Hi, I'm Gina. Don't call me GiGi. I'm not a child, contrary to popular belief. There shouldn't be anyone reading this, unless my psychologist breaks her contract. Or my mother once again decides I'm having intercourse and doing drugs and goes through my room again. My town has practically nobody in it, who would I be having sex with anyway? I could give somebody a whole tour of this shithole in ten minutes. We have a school, a food store, couple random run-down shops here and there, and the pride and joy of our town: the football field.
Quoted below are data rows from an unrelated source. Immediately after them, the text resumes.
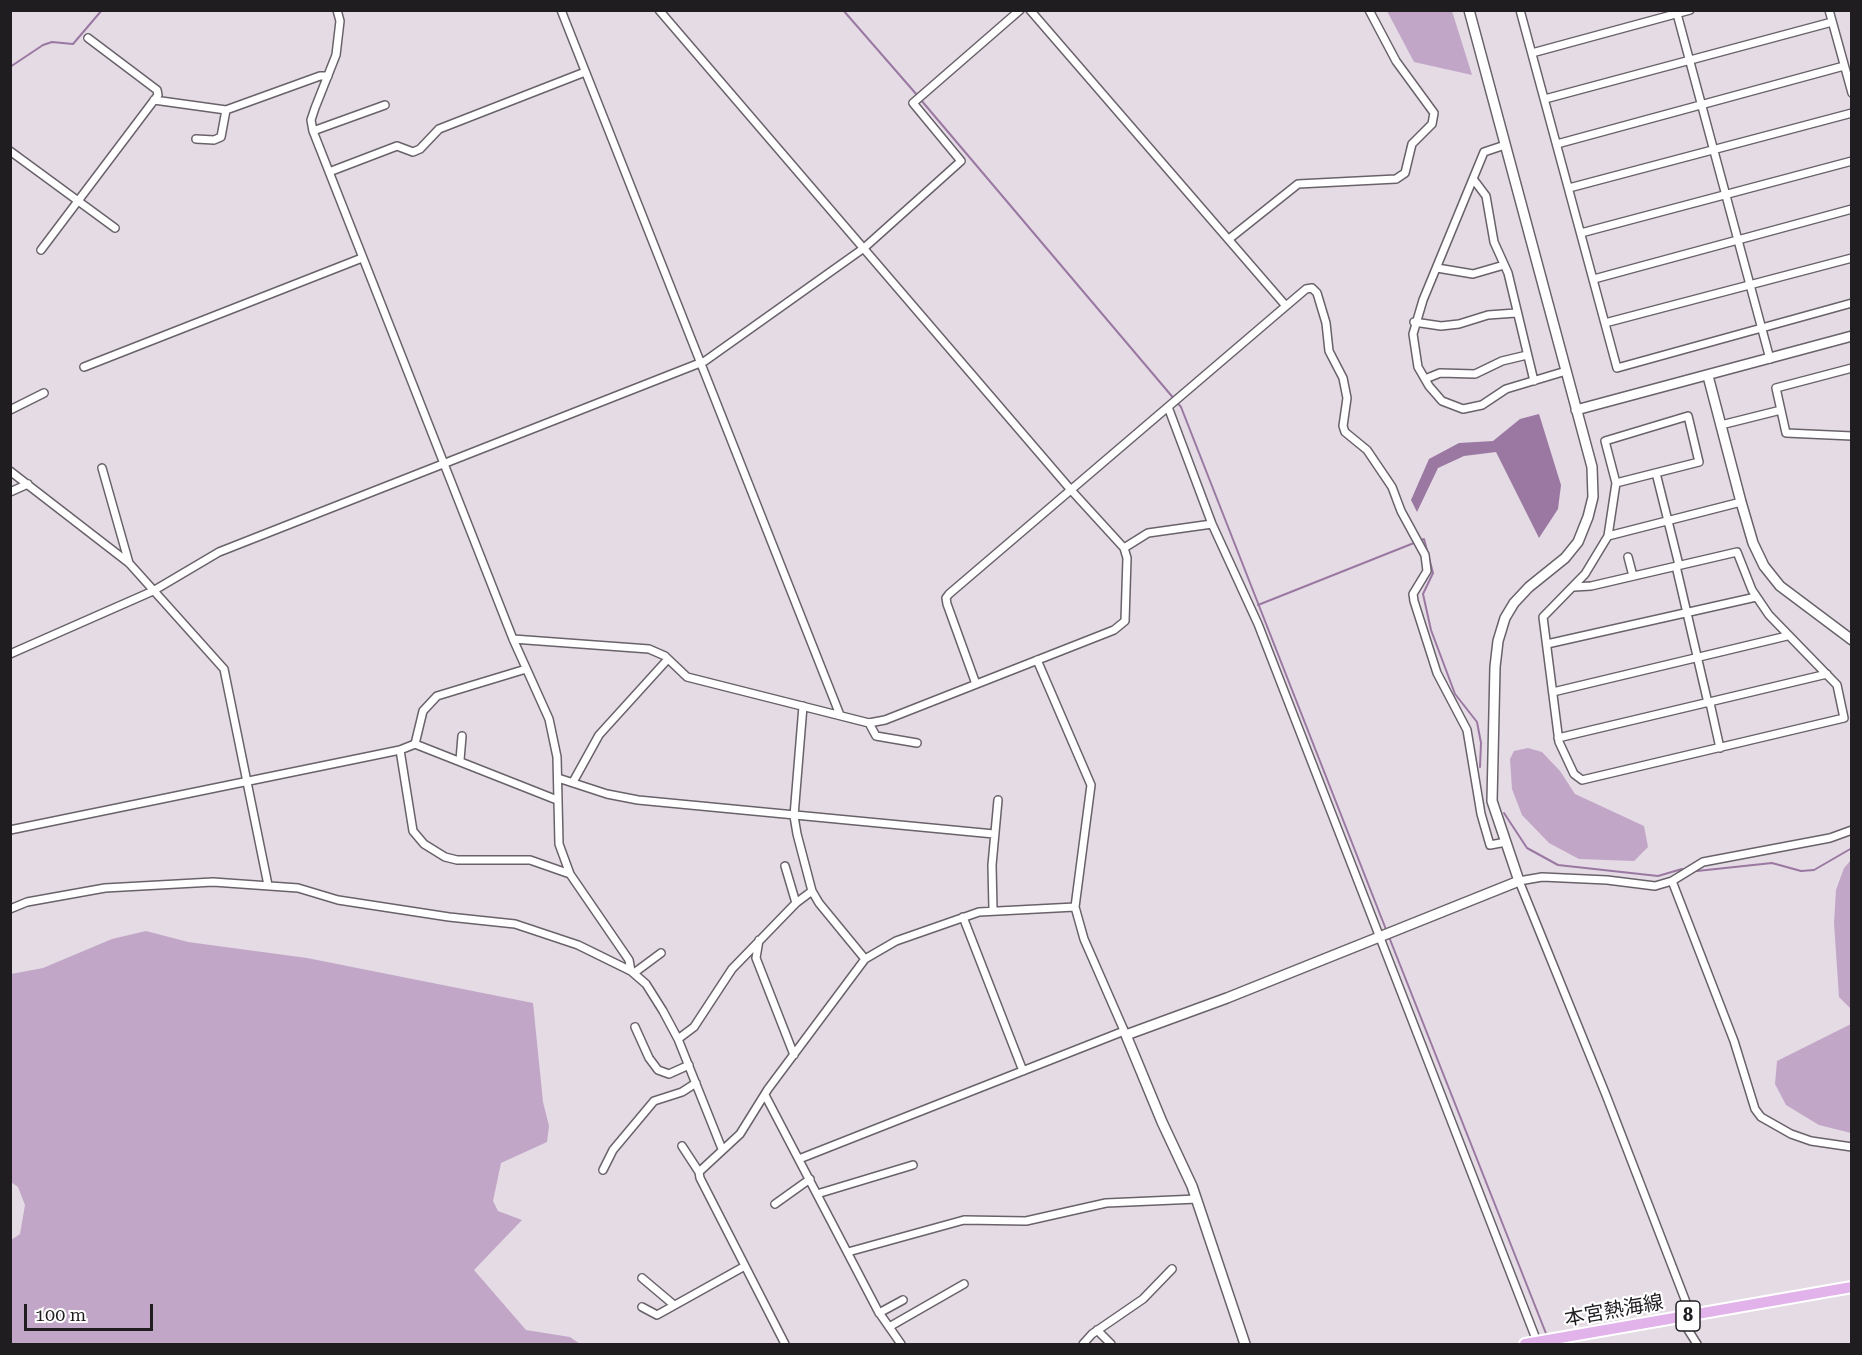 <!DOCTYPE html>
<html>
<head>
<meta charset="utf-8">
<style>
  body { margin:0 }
  #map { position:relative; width:1862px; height:1355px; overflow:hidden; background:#e4dbe5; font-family:"Roboto Serif",serif }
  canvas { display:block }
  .frame { position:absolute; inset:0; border:12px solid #201d21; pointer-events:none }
  .scale { position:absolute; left:24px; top:1304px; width:129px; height:27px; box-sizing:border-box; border:3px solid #201d21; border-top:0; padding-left:8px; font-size:18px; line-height:21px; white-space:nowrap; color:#201d21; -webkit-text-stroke:4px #fff; paint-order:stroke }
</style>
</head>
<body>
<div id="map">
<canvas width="1862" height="1355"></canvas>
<div class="frame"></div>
<div class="scale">100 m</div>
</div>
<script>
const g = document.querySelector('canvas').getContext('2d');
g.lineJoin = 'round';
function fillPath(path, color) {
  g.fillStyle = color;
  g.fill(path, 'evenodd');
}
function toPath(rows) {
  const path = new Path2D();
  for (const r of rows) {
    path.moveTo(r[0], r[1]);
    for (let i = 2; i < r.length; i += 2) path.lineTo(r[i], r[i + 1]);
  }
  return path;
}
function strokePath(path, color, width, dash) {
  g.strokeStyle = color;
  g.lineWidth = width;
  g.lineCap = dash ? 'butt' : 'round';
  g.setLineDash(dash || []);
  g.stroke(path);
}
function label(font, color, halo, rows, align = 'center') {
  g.font = font + ' "Roboto Serif","Noto Sans JP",serif';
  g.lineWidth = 4.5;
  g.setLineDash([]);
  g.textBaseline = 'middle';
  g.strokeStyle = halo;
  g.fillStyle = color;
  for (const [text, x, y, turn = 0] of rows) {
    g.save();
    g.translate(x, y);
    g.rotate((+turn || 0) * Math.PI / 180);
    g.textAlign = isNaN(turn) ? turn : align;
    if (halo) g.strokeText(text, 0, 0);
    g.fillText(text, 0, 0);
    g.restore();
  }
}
fillPath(toPath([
  [1387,11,1452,11,1472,75,1414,62],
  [1528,748,1542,752,1560,771,1575,794,1644,826,1648,847,1634,861,1579,859,1549,843,1522,815,1512,789,1510,759,1514,751],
  [1851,860,1851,1009,1839,997,1834,923,1836,890,1844,868],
  [146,931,188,942,307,958,533,1003,543,1102,549,1126,547,1142,501,1163,493,1201,498,1211,522,1220,474,1270,526,1330,570,1337,580,1344,11,1344,11,1240,20,1234,25,1205,18,1187,11,1182,11,974,43,968,112,939],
  [1851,1024,1851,1133,1819,1125,1786,1105,1775,1084,1777,1061]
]), '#c2a6c7');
fillPath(toPath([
  [1539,414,1561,485,1558,509,1539,538,1496,452,1464,456,1438,468,1417,512,1411,500,1429,459,1459,443,1493,441,1520,419]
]), '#9b78a2');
strokePath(toPath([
  [843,10,917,95],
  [10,67,43,45,52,42,73,44,102,10],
  [921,100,1181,407,1387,932],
  [1258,605,1424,539,1433,573,1423,594,1431,630,1455,694,1477,722,1481,743,1480,767],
  [1504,813,1527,848,1558,865,1658,876,1682,869],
  [1697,871,1772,863,1801,871,1814,870,1852,848],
  [1389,937,1547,1336]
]), '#9b78a2', 2);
const street = toPath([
  [337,10,340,21,336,55,315,108,311,120,313,131,513,639,549,719,557,757,559,844,570,874,629,960,631,971,646,984,663,1011,678,1039,722,1149],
  [561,10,840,715],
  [1030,10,1286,306],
  [1520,10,1617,368,1852,303],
  [1676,10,1770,359],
  [1829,10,1852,93],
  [1532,53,1690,10],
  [1545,99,1832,22],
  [154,100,226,110,320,76,328,76],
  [313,131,385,105],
  [196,139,214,140,221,137,226,110],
  [1557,144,1844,66],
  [1505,145,1484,152,1423,300,1413,334,1418,367,1429,386,1442,401,1463,409,1482,405,1506,389,1566,371],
  [10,151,115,228],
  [329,172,397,146,413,152,420,149,439,129,585,72],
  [1474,180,1486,196,1494,242,1508,273,1534,381],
  [1569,188,1852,113],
  [1581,233,1852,161],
  [1229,239,1298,184,1396,179,1405,173,1412,144,1432,124,1434,113,1396,61,1369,10],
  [41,250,158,95,157,90,88,38],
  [1437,268,1473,274,1504,265],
  [1594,279,1852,209],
  [1414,322,1441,326,1459,324,1488,315,1516,313],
  [1605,323,1852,258],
  [84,367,362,258],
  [1852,368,1776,388,1786,433,1852,436],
  [1425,379,1440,373,1475,374,1502,361,1527,355],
  [1168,407,1212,524,1258,624,1538,1344],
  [10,410,44,393],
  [1721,425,1781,410],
  [102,468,129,563],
  [10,471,129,563,224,669,268,885],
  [1656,473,1679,565],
  [10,492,28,484],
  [1608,536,1741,502],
  [1124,548,1148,533,1212,524],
  [1628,557,1633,576],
  [1676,566,1708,703],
  [1574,587,1591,586,1737,552,1752,590,1769,615,1837,685,1844,718,1582,780,1574,774,1559,742,1543,617,1585,574,1608,536,1616,483,1605,441,1688,416,1699,462,1616,483],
  [513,639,649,649,665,656,687,677,869,723,885,720,1114,630,1125,621,1127,558,1124,548,1071,490,659,10],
  [1547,644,1756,597],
  [10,654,153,591,219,552,705,361,864,248,961,161,913,103,1020,10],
  [1037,660,1091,785,1075,907,1084,939,1126,1035],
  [976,684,947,604,946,598,949,594,1286,306,1306,289,1312,288,1317,293,1326,323,1329,351,1343,378,1347,398,1343,426,1345,432,1367,450,1392,487,1401,511,1425,555,1427,571,1413,594,1414,601,1437,673,1467,730,1481,814,1490,845,1506,842],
  [1553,692,1787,636],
  [1710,703,1720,748],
  [803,706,794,816,797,834,812,891,819,903,865,959],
  [869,723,876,736,917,743],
  [1558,738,1827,674],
  [415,744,423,711,437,696,526,669],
  [400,750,413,831,424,844,445,857,457,860,530,860,570,874],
  [460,760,462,736],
  [558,778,607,794,638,800,994,834],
  [573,782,599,735,668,659],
  [10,830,400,750,415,744,557,800],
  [785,866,796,903],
  [1672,881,1734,1041,1755,1109,1761,1117,1791,1134,1811,1141,1852,1147],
  [10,909,27,902,105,888,213,882,298,888,338,900,449,917,515,924,578,945,631,971],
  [993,910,992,865,998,800],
  [963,917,1023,1071],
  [759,940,756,958,794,1055],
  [634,973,661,953],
  [635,1027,649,1058,658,1070,669,1074,689,1065],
  [678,1039,694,1027,732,969,796,903,812,891],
  [765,1095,878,1311,901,1344],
  [682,1146,699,1172],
  [799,1159,1124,1031],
  [603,1170,613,1150,654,1101,682,1092,696,1083],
  [817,1194,913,1165],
  [775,1204,810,1179],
  [848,1252,964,1220,1026,1221,1106,1203,1197,1199],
  [642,1278,674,1305],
  [642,1307,657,1315,745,1266],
  [879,1313,903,1300],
  [1691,1315,1606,1095,1519,881,1542,877,1607,880,1655,886,1672,881,1703,862,1830,838,1852,830],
  [1680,1317,1697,1344],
  [889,1327,964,1284],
  [1097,1330,1111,1344],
  [785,1344,700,1178,699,1172,740,1134,768,1089,865,959,896,941,979,912,1075,907],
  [1083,1344,1092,1334,1143,1299,1172,1269]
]);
const secondary = toPath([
  [1708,376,1741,502,1753,543,1764,566,1780,586,1852,640],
  [1576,410,1852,336],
  [1245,1344,1192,1186,1162,1122,1126,1035,1227,998,1519,881,1492,801,1495,667,1498,641,1505,618,1514,603,1529,587,1565,558,1578,542,1588,517,1593,497,1592,467,1469,10]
]);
const primary = toPath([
  [1525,1344,1852,1287]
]);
strokePath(street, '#69626a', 10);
strokePath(secondary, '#69626a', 12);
strokePath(primary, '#fff', 14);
strokePath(street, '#fff', 7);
strokePath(secondary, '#fff', 9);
strokePath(primary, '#e2b3eb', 10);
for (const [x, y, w] of [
  [1688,1316,24]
]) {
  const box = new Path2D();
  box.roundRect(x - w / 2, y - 15, w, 30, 4.5);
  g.fillStyle = '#fff';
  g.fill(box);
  strokePath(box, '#201d21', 1.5);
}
label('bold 18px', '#201d21', null, [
  ["8",1688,1316]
]);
label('20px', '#201d21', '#fff', [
  ["本宮熱海線",1614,1311,-10]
]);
</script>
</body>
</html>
It probably sounds cliche, and honestly it is. It's like Friday Night Lights but with murder. Oh, forgot to mention, we have a serial killer. Nobody can catch them, can't even identify them. They're known as Killer Banksy, because they always make an art piece out of the crime scene. Absolutely gorgeous pieces may I say. I still don't understand why Dr. Karrie is making me do this. All I'm doing is talking to an inanimate object in the form of writing. At least it's not those stupid ink blots. She's all like:
"What do you see?" And I go:
"Ink on paper."
"I mean, what do you really see?"
"I don't know, a face?"
"OH MY GOSH! You have cancer!"
Stupidest shit on the planet. I guess through this she wants me to get out my feelings through writing. I have feelings. I just don't need to cry all the time. I'm entirely and completely fine, yet I still required to write in a book. Now I'm all worked up, and as Dr. Karrie says:
"Just put everything down and breathe. In and out. Like this!" Then she'll proceed to let out the most obnoxious breaths you've ever heard. Stupid, but it works. I'll see you tomorrow. No, I won't. You're a book. You're not real. Fuck this shit.